___ RECORDED INFORMATION ___

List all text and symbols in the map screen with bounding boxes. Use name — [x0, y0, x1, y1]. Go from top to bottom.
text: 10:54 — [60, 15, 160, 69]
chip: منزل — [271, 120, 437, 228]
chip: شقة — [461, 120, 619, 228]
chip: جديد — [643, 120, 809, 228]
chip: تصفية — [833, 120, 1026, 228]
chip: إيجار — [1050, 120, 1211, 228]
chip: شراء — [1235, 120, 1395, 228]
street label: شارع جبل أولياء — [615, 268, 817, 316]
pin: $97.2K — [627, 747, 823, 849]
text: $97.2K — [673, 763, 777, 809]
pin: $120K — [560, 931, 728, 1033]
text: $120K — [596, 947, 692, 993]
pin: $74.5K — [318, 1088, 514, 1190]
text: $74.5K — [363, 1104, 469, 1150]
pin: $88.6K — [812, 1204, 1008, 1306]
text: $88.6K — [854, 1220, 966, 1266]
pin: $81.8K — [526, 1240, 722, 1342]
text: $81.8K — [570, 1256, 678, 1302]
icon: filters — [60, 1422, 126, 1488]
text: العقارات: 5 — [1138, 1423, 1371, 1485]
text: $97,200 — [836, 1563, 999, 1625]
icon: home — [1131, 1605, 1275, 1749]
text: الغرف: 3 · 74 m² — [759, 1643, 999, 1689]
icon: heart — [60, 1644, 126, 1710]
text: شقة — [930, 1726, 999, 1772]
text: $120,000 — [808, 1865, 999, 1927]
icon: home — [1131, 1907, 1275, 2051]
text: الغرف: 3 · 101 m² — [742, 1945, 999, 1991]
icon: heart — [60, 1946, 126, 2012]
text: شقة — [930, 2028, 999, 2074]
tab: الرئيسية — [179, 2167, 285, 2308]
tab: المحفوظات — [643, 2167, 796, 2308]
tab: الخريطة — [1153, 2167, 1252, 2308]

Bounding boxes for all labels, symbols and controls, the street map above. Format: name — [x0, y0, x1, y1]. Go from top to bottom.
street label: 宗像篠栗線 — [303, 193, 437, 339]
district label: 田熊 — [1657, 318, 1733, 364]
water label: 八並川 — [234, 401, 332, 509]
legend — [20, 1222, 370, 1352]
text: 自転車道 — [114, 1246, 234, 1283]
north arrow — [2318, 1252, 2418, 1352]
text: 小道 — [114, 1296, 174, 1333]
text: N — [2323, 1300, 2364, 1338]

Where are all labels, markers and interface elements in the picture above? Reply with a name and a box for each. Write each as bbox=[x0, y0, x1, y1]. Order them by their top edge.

___

• **EXERCISE PROMPT**: Give back every entry, unchanged in any way.

• **WRITTEN RESPONSE**:
List all text and symbols in the map screen with bounding boxes. Use name — [x0, y0, x1, y1]. Go from top to bottom.
text: 10:54 — [60, 15, 160, 69]
chip: منزل — [271, 120, 437, 228]
chip: شقة — [461, 120, 619, 228]
chip: جديد — [643, 120, 809, 228]
chip: تصفية — [833, 120, 1026, 228]
chip: إيجار — [1050, 120, 1211, 228]
chip: شراء — [1235, 120, 1395, 228]
street label: شارع جبل أولياء — [615, 268, 817, 316]
pin: $97.2K — [627, 747, 823, 849]
text: $97.2K — [673, 763, 777, 809]
pin: $120K — [560, 931, 728, 1033]
text: $120K — [596, 947, 692, 993]
pin: $74.5K — [318, 1088, 514, 1190]
text: $74.5K — [363, 1104, 469, 1150]
pin: $88.6K — [812, 1204, 1008, 1306]
text: $88.6K — [854, 1220, 966, 1266]
pin: $81.8K — [526, 1240, 722, 1342]
text: $81.8K — [570, 1256, 678, 1302]
icon: filters — [60, 1422, 126, 1488]
text: العقارات: 5 — [1138, 1423, 1371, 1485]
text: $97,200 — [836, 1563, 999, 1625]
icon: home — [1131, 1605, 1275, 1749]
text: الغرف: 3 · 74 m² — [759, 1643, 999, 1689]
icon: heart — [60, 1644, 126, 1710]
text: شقة — [930, 1726, 999, 1772]
text: $120,000 — [808, 1865, 999, 1927]
icon: home — [1131, 1907, 1275, 2051]
text: الغرف: 3 · 101 m² — [742, 1945, 999, 1991]
icon: heart — [60, 1946, 126, 2012]
text: شقة — [930, 2028, 999, 2074]
tab: الرئيسية — [179, 2167, 285, 2308]
tab: المحفوظات — [643, 2167, 796, 2308]
tab: الخريطة — [1153, 2167, 1252, 2308]

Bounding boxes for all labels, symbols and controls, the street map above. Format: name — [x0, y0, x1, y1]. Go from top to bottom.
street label: 宗像篠栗線 — [303, 193, 437, 339]
district label: 田熊 — [1657, 318, 1733, 364]
water label: 八並川 — [234, 401, 332, 509]
legend — [20, 1222, 370, 1352]
text: 自転車道 — [114, 1246, 234, 1283]
north arrow — [2318, 1252, 2418, 1352]
text: 小道 — [114, 1296, 174, 1333]
text: N — [2323, 1300, 2364, 1338]

Where are all labels, markers and interface elements in the picture above? Reply with a name and a box for each. Write each as bbox=[x0, y0, x1, y1]. Order them by their top edge.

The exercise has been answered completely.